═══ Provided records ═══

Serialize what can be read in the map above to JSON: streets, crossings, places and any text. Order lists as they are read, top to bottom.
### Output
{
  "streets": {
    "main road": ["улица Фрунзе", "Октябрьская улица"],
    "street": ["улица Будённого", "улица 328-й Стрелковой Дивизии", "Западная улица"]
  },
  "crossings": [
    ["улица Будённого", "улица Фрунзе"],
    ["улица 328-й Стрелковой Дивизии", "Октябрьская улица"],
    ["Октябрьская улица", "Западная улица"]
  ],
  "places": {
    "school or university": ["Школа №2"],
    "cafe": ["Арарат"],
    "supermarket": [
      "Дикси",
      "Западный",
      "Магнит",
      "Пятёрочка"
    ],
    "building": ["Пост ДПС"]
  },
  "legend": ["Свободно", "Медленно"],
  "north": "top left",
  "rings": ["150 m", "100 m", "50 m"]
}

═══

# Goal of the exercise:
All entries are to be returned word for word.

# Answer section:
Serialize what can be read in the map above to JSON: streets, crossings, places and any text. Order lists as they are read, top to bottom.
### Output
{
  "streets": {
    "main road": ["улица Фрунзе", "Октябрьская улица"],
    "street": ["улица Будённого", "улица 328-й Стрелковой Дивизии", "Западная улица"]
  },
  "crossings": [
    ["улица Будённого", "улица Фрунзе"],
    ["улица 328-й Стрелковой Дивизии", "Октябрьская улица"],
    ["Октябрьская улица", "Западная улица"]
  ],
  "places": {
    "school or university": ["Школа №2"],
    "cafe": ["Арарат"],
    "supermarket": [
      "Дикси",
      "Западный",
      "Магнит",
      "Пятёрочка"
    ],
    "building": ["Пост ДПС"]
  },
  "legend": ["Свободно", "Медленно"],
  "north": "top left",
  "rings": ["150 m", "100 m", "50 m"]
}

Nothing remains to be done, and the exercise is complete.